If you want to know what I’ve really been doing lately, it’s probably not very different from you. I spontaneously moved to a new city with only what I could fit into my car. I’m a waitress at a fancy restaurant where I carry a wine bottle properly and talk about its body and the region where it was produced.* My boss reprimands me when I stack the dishes over the forks, and I stress over guests who drink their water faster than I can refill it. I splurged on the Vans with the cushion soles because my dogs were barking at the end of my first few shifts. I spend my mornings at a coffee shop down the street, drinking Cortados and writing from my computer. On my days off, I take yoga classes and watch live music in smoky dive bars as I sip on cheap beer and think about my comforter from Ikea and the “Great British Baking Show” on Netflix that is calling my name.

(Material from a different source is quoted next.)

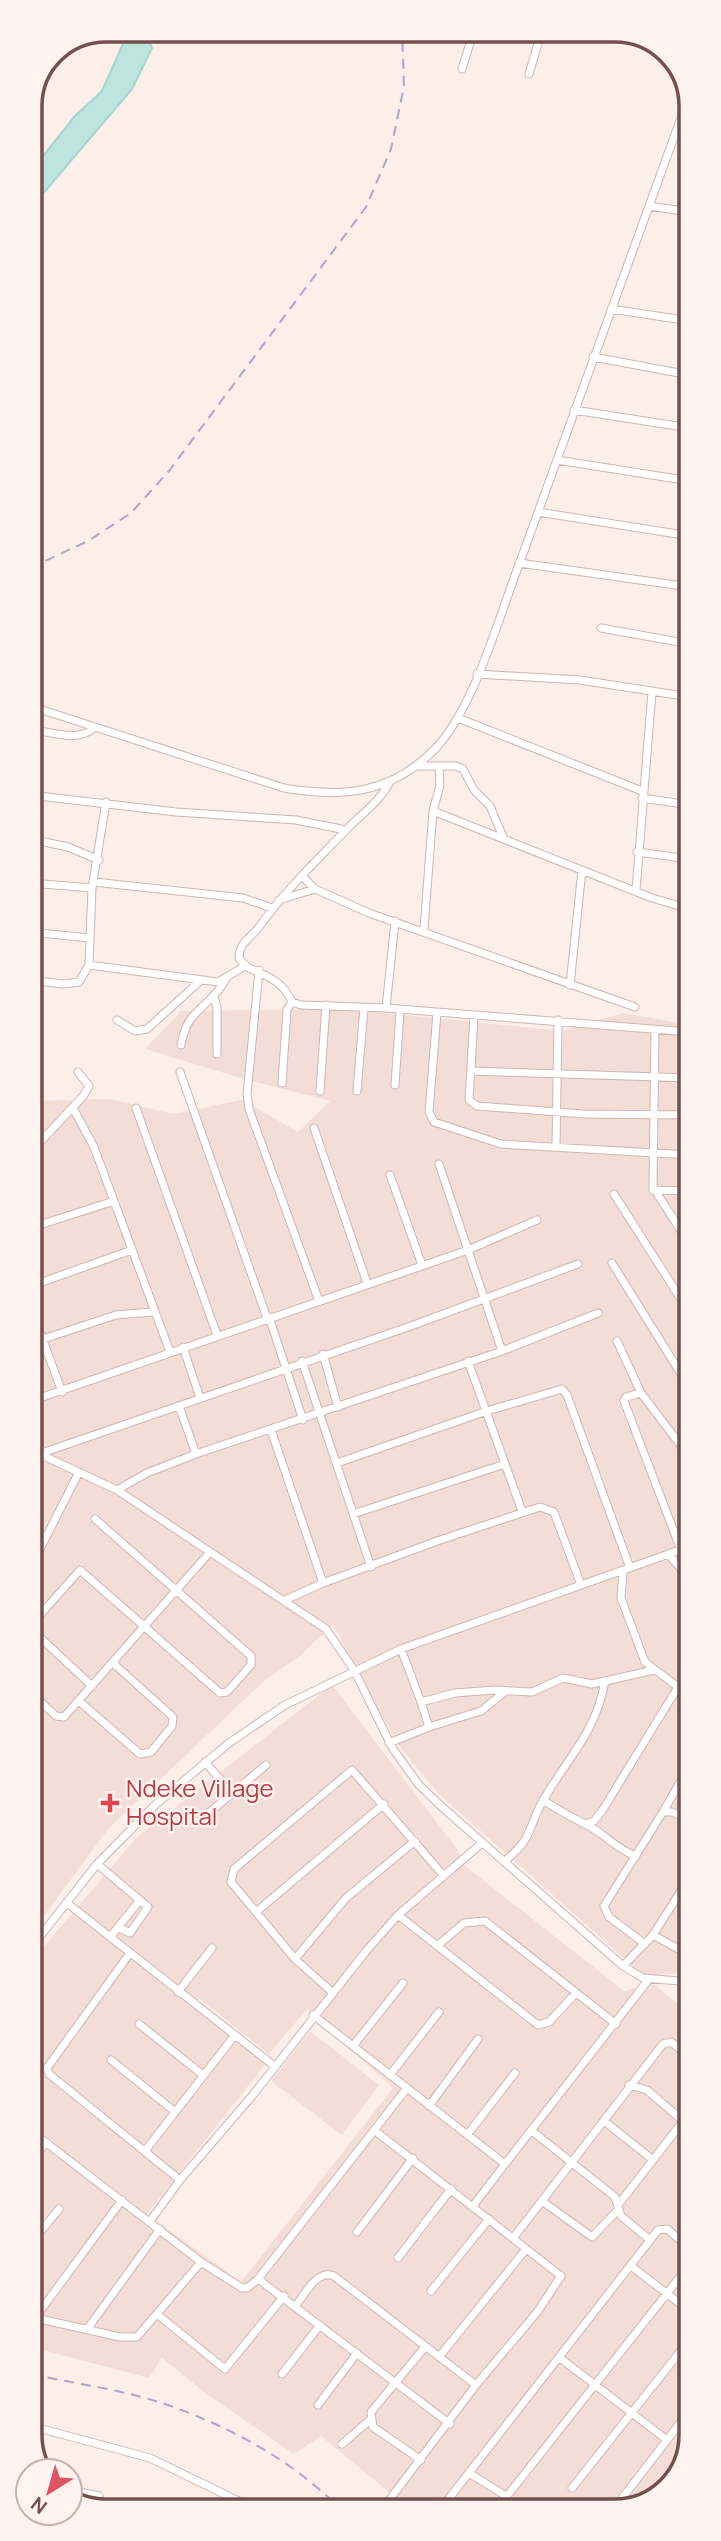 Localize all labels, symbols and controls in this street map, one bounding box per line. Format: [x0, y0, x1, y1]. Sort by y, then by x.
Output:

Being inspirational is a glamorous quality. It’s full of perfect photos of yourself taken in exotic places, captioned with a personal quote of yours after you just quit your day job and bought a one-way plane ticket. Anything aside from that is seen as “normal” and “oppressed” and “what we as millennials are trying to get away from.” If your life doesn’t include an acai bowl source, you are not inspirational. If you’re not working for youself, you haven’t you been inspired. But does that have to be true?

“I find you just as inspiring living your life the way it is.”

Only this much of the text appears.